Monday, February 17, 2014.


Sankie Maimo, who has died, aged 83 from stoke after ten years of paralysis, was a leading Cameroonian writer.


His early works portrayed the tension between African traditions and the colonial project of modernity. His first work of fiction entitled I am Vindicated (1959), was published while he was living in Ibadan, Nigeria.  The book was the first substantive work of literature by an Anglophone Cameroonian writer.


Maimo’s later works include a children's book titled Adventuring with Jaja (1962), Sov-Mbang the Soothsayer (1968), The Mask (1970), Succession in Sarkov (1981), Sasse Symphony (1989) and Retributive Justice (1992). 

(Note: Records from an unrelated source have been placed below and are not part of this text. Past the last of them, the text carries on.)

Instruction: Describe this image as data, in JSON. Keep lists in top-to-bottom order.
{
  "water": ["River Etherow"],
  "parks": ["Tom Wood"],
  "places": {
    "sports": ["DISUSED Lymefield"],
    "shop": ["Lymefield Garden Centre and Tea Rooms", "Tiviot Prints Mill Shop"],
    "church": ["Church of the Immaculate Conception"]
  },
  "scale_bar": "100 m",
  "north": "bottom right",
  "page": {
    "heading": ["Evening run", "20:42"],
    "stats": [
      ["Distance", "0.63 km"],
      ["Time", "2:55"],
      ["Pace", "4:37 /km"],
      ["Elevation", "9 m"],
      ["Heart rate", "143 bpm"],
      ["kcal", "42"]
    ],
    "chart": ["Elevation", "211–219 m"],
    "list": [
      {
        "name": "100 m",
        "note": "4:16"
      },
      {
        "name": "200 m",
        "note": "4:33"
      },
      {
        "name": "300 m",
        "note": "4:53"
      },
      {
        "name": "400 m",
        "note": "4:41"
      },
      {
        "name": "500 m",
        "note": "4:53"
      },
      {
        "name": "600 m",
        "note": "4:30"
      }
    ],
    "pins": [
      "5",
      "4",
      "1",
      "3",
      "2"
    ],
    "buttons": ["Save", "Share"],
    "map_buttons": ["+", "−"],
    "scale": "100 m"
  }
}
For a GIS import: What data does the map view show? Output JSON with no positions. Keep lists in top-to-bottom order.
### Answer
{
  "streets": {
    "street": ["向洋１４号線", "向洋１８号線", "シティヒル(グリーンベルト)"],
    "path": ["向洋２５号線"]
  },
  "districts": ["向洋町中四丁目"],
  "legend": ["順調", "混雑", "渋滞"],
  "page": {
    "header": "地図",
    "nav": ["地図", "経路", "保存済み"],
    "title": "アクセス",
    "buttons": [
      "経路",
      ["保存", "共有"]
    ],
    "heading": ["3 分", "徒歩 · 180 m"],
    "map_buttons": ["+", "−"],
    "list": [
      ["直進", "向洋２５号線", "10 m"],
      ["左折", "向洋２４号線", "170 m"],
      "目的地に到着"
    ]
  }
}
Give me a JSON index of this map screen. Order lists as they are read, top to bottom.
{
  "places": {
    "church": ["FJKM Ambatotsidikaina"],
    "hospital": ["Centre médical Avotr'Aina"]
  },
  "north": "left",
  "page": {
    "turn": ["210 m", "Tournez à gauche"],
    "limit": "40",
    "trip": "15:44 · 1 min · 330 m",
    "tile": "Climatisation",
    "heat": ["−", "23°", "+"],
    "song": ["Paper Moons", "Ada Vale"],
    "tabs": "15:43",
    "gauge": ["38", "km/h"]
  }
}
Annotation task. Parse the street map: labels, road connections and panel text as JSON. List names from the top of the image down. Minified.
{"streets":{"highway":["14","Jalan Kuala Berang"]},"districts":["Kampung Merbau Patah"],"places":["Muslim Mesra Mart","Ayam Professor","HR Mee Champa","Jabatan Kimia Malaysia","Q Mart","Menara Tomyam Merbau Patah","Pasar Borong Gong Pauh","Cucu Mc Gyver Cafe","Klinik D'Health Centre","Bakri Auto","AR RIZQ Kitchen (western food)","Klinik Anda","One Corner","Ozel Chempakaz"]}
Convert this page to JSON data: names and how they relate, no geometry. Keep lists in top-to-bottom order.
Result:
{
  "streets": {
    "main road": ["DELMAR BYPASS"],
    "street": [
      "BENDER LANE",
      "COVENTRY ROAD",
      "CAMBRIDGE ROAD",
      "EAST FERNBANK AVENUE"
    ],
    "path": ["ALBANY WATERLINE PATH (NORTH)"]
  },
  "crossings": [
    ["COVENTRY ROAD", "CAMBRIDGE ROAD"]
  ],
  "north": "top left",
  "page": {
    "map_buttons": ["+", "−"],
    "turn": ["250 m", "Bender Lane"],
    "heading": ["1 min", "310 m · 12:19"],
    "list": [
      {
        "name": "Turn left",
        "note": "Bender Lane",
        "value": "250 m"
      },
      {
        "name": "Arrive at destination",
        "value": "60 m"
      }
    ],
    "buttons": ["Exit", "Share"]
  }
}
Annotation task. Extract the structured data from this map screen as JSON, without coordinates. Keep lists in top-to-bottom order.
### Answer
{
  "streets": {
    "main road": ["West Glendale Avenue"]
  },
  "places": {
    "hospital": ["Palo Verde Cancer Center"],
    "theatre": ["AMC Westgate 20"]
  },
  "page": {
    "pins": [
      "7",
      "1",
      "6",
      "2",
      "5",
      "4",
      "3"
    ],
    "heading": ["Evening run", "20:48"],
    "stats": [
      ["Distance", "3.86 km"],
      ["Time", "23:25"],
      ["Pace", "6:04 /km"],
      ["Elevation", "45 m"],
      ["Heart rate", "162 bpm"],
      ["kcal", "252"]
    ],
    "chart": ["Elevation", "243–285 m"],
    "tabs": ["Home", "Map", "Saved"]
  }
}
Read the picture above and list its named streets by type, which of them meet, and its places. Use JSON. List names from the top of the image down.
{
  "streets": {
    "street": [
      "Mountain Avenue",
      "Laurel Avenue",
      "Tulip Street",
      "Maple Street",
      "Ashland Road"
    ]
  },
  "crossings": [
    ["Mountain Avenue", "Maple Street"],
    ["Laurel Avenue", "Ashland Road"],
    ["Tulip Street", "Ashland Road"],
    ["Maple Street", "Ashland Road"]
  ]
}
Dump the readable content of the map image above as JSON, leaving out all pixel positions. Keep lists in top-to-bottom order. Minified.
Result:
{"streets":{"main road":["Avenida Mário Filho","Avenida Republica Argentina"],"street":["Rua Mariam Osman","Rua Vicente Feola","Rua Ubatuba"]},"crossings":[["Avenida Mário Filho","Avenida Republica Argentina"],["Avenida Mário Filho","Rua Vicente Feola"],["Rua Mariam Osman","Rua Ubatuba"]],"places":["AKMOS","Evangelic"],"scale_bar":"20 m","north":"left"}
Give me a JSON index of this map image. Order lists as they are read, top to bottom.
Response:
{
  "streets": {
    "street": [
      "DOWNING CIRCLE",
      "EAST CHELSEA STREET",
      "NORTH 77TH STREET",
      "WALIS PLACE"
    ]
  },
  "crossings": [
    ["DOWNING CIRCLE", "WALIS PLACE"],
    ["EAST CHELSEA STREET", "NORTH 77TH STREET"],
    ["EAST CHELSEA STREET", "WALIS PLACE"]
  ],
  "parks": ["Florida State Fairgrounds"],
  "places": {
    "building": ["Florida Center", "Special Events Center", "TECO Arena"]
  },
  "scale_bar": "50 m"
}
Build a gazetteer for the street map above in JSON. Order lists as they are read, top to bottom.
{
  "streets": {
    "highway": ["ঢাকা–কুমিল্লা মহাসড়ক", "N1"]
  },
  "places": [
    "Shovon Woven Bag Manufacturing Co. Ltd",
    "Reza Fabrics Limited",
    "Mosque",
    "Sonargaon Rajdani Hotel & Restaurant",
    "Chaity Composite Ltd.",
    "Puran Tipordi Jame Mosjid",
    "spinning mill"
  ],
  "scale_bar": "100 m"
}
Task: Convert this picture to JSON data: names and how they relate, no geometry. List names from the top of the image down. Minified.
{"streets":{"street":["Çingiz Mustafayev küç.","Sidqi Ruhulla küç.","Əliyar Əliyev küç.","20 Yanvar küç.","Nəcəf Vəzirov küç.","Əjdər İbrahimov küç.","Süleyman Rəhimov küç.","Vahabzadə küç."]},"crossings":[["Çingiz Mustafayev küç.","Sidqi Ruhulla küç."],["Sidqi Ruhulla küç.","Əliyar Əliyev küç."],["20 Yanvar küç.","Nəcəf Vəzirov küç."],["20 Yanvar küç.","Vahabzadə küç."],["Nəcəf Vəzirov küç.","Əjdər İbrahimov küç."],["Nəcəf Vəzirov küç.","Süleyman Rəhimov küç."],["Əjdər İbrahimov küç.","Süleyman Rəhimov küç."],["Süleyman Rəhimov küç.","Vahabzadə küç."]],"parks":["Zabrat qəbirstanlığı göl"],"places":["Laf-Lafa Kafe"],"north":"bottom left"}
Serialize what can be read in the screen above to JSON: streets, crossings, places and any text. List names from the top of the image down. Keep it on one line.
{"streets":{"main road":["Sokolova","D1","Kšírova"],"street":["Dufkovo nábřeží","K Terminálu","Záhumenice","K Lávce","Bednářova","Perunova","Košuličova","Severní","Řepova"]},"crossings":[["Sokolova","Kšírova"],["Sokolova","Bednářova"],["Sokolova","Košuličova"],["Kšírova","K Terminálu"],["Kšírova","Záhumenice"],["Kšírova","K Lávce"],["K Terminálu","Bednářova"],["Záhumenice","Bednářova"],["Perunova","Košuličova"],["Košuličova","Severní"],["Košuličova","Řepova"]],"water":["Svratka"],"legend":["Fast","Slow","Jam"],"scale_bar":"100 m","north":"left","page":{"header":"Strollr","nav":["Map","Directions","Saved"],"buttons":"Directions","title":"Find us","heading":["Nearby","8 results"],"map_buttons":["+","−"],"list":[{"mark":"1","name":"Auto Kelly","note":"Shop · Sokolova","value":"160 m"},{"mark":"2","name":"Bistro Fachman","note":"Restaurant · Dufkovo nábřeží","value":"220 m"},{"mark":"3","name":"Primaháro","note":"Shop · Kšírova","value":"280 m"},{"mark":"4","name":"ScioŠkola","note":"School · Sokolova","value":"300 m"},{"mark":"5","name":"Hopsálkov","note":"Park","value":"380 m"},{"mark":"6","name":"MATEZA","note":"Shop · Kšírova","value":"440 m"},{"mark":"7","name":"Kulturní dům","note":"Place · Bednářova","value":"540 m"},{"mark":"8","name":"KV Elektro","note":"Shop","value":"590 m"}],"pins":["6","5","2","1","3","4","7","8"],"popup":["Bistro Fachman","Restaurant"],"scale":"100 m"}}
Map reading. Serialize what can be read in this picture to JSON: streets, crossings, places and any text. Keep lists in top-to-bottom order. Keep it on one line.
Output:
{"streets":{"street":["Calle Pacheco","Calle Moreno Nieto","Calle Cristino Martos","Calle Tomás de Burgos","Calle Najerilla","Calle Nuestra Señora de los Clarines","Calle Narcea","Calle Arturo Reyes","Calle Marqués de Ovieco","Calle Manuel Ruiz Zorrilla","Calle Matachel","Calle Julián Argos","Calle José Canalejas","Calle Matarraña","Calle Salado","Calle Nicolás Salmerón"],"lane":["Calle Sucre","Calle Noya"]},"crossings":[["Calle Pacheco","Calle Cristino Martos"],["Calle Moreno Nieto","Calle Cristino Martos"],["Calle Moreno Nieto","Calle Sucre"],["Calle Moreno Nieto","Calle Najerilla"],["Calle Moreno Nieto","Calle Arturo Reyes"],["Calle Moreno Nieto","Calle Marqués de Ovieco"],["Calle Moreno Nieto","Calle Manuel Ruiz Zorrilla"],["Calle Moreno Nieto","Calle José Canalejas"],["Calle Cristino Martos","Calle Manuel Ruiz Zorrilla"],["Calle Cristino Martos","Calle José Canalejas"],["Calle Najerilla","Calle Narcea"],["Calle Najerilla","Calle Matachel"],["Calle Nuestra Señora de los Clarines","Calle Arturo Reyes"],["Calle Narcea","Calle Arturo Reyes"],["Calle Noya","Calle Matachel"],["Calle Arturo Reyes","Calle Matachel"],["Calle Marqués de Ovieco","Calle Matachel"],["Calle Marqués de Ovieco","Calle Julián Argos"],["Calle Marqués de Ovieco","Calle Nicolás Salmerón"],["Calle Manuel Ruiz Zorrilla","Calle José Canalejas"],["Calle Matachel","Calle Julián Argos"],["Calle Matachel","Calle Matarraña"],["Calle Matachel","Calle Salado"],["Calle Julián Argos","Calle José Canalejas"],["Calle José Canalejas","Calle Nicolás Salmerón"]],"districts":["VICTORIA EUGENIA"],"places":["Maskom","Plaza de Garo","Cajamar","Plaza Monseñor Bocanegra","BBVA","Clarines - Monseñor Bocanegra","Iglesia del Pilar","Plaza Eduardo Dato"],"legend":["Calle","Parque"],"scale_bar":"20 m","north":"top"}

Sov-Mbang the Soothsayer was the first English book ever published by Editions CLE, the main publisher in Cameroon for several years.  In fact, CLE did not publish another book by an Anglophone Cameroonian for nearly three decades. The lack of access of Anglophone writers to CLE is one of the reasons why Anglophone Cameroon literature failed to develop at the same pace with Francophone literature. 


Maimo’s works often deal with history for he believes that “the past is with us and helps us to fully understand the present”.  Yet he often injects social satire when he deals with themes like the clash of tradition and the modern, the role of the individual in society etc.  However, what marks Maimo’s works is the poetry that flows in his use of language. In fact he has often been criticized for being an elitist writer, a label he is not afraid to accept.  As he has often explained “I normally address myself to the people and particularly the enlightened few who can inform the others”.

Sov-Mbang the Soothsayer was used as a prescribed text at the University of Yaounde for several years and Succession in Sarkov was produced for the stage and Cameroon Radio and Television (CRTV) by The  Flame Players, a professional theater troupe by Anglophone Cameroonians that was very active in the mid-eighties and early nineties.

Maimo lived in Nigeria from 1949 to 1966 where he was a teacher of English and Mathematics. Like a number of Anglophone Cameroonian writers who have also published literary works in Nigeria journals without acknowledgement of their nationality, Maimo has more than once been mistaken for a Nigerian writer by cataloguers and critics.


He died on September 4, 2013.

Dibussi Tande is a Cameroonian journalist and writer. He blogs at Dibussi.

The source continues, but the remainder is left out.